Prospect intelligently

Your sales will be better if you start with excellent prospects. When you qualify your potential leads, ensure that what you offer is in the doctor’s specialty and appropriate for their practice. In addition, look for indications that they might be a champion of your competitor. Also, take a few minutes to learn more about the gatekeepers at the practice and how they handle requests for the staff’s time. All of this foundational research will help you be more efficient with your time and reveal your best opportunities.
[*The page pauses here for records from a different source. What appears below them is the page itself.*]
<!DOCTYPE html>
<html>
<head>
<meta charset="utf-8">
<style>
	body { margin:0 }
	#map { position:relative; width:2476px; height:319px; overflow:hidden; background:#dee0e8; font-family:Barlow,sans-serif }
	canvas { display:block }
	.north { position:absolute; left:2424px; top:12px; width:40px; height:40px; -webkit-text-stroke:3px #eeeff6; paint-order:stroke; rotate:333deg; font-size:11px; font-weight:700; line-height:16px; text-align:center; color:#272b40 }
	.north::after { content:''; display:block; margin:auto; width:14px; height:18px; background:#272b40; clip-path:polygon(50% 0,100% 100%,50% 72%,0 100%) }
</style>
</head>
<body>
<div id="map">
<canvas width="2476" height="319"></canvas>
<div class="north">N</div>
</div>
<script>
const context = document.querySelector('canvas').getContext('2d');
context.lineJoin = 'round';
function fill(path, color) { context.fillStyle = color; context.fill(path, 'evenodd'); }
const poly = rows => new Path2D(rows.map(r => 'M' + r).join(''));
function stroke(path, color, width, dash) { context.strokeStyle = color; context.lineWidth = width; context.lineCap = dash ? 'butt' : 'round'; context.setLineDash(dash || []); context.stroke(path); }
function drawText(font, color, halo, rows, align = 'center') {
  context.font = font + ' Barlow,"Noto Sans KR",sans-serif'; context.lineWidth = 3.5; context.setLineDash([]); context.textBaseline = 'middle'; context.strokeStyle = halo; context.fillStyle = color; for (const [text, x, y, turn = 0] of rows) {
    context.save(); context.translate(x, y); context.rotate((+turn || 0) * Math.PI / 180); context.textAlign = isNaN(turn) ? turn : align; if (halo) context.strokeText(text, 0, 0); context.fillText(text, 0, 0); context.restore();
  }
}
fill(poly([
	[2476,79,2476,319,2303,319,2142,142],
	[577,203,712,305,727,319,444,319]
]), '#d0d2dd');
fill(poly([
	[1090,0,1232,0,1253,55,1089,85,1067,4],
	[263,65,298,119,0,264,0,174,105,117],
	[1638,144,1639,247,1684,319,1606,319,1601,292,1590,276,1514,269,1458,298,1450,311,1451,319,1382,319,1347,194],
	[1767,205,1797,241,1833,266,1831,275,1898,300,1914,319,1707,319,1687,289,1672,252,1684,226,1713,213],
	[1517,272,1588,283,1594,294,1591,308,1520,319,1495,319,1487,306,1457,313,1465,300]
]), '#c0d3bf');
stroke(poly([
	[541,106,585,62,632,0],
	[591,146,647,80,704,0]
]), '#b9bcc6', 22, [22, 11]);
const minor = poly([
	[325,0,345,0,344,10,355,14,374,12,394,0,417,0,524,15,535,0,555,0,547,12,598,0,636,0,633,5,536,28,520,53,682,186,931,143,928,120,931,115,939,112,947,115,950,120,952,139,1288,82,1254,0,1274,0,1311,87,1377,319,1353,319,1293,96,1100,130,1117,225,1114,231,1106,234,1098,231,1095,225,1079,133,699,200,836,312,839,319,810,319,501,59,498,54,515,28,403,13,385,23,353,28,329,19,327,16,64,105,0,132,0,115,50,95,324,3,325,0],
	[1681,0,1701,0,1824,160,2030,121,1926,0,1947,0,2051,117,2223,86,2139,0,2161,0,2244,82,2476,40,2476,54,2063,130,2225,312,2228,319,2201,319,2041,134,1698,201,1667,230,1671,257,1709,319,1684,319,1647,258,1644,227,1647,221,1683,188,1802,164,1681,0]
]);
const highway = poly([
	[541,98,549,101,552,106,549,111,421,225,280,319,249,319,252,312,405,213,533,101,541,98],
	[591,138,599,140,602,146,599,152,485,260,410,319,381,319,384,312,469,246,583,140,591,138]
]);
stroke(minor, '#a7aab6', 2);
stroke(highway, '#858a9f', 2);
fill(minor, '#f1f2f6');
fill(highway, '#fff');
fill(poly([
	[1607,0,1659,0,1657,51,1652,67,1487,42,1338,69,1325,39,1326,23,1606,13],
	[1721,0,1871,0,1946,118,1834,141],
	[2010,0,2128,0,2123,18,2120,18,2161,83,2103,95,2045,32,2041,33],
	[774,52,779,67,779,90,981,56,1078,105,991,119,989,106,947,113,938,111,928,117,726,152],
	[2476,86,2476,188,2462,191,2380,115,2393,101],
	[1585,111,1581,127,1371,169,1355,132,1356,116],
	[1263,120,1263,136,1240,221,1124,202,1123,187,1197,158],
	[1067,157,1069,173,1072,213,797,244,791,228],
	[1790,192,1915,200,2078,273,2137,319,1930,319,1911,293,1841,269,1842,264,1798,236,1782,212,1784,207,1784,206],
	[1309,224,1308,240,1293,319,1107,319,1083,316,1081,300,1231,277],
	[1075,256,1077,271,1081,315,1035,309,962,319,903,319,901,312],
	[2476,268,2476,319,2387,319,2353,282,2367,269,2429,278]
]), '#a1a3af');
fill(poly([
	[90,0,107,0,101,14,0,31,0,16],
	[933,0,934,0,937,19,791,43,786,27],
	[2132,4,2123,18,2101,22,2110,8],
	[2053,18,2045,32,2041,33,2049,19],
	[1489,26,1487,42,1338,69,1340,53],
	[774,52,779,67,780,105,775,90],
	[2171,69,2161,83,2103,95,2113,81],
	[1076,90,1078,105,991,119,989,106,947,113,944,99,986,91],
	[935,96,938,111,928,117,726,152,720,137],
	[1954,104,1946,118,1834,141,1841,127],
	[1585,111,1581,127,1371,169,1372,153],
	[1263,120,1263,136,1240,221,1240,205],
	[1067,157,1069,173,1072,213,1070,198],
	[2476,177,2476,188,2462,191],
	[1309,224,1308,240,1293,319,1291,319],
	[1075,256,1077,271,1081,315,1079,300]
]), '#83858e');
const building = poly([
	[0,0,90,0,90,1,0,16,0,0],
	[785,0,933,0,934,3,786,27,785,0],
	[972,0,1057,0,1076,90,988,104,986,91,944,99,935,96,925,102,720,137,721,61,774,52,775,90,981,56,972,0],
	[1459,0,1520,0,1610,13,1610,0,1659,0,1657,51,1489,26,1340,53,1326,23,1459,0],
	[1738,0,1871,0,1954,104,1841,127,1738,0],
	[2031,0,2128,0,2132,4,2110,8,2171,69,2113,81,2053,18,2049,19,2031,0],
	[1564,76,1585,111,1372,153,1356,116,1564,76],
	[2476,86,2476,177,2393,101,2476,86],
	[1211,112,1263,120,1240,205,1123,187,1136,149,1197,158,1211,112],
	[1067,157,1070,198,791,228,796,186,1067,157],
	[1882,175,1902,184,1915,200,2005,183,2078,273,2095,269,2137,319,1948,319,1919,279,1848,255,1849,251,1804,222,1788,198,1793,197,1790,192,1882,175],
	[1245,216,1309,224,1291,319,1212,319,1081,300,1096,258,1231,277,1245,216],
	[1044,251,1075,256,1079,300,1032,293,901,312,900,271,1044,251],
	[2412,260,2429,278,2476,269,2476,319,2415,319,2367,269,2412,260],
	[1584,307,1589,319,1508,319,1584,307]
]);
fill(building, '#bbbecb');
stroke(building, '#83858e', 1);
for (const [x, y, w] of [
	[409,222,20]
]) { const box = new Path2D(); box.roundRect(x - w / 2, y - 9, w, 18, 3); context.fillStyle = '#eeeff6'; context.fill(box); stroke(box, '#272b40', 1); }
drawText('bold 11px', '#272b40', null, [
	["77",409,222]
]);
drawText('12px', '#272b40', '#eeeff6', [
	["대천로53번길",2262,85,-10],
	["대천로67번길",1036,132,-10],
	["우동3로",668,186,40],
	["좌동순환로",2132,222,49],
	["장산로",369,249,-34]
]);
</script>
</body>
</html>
Engage in pain-based discovery

Your sales discovery questions should be open-ended and pain-focused. First, you can learn as much as possible about the prospect. Second, you can discover the needs your prospect has. Needs-based selling is not like selling at all; it is more like problem-solving. When you know what is not working for a prospect, you can craft a solution based on what you have to offer. Then, you have not sold a customer so much as you have helped them.  has a series of questions you can use to uncover the real pain a prospect feels, which gives you a better chance of finding a real solution.

Follow a follow-up strategy

Nearly as crucial as prospecting intelligently for landing your first medical sale is following up sufficiently. Every successful medical supplies salesperson has an excellent follow-up strategy. It should follow the three P’s: personalized, proper, and (pleasantly) persistent. Personalization shows that you listen well and understand what the prospect wants. Having proper follow-up establishes you as a professional partner for their practice. Being persistent shows that their business is important to you, and it also does not let your product slip through the cracks of a busy medical practice.

Set daily (S.M.A.R.T) goals

One way you can shorten the sales cycle is to be diligent about attacking all the essential tasks each day that can get you closer to a yes. However, like any goal-setting strategy, they should be achievable. In other words, don’t make a daily goal that is not realistic (e.g., making your sales quota for the month by the end of the day). Have a certain number of calls you want to make, new opportunities that you identify, and a few accounts where you move the sales process to the next step. Then, after you have been at it for some time, a few accounts that you think you might close. Following the SMART guidelines, you will create actionable goals that are guaranteed to see results.

Learn from your failures

It is no secret that getting to your first yes will involve hearing a lot of no’s. And you must learn to overcome the no. Analyze what did not work and figure out why or at what moment the sale went wrong. Then, address that moment with a new tactic next time to get a different outcome. Many sales experts will tell you that the best salespeople are lifelong learners. And they all know how to overcome objections that lead to no’s and turn them into a ‘yes’.

A final word on how to get into medical sales

Medical sales is a challenging career, but it is also one of the most rewarding. With an average national salary firmly in six figures, medical sales rep jobs can be high-paying opportunities. Medical sales is also an industry that continues to grow with almost an endless need for new talent. If you have the skills, meet the medical sales rep requirements, and have the ability that hiring managers and recruiters are looking for, you could be the next successful medical sales rep, even if you had no experience before.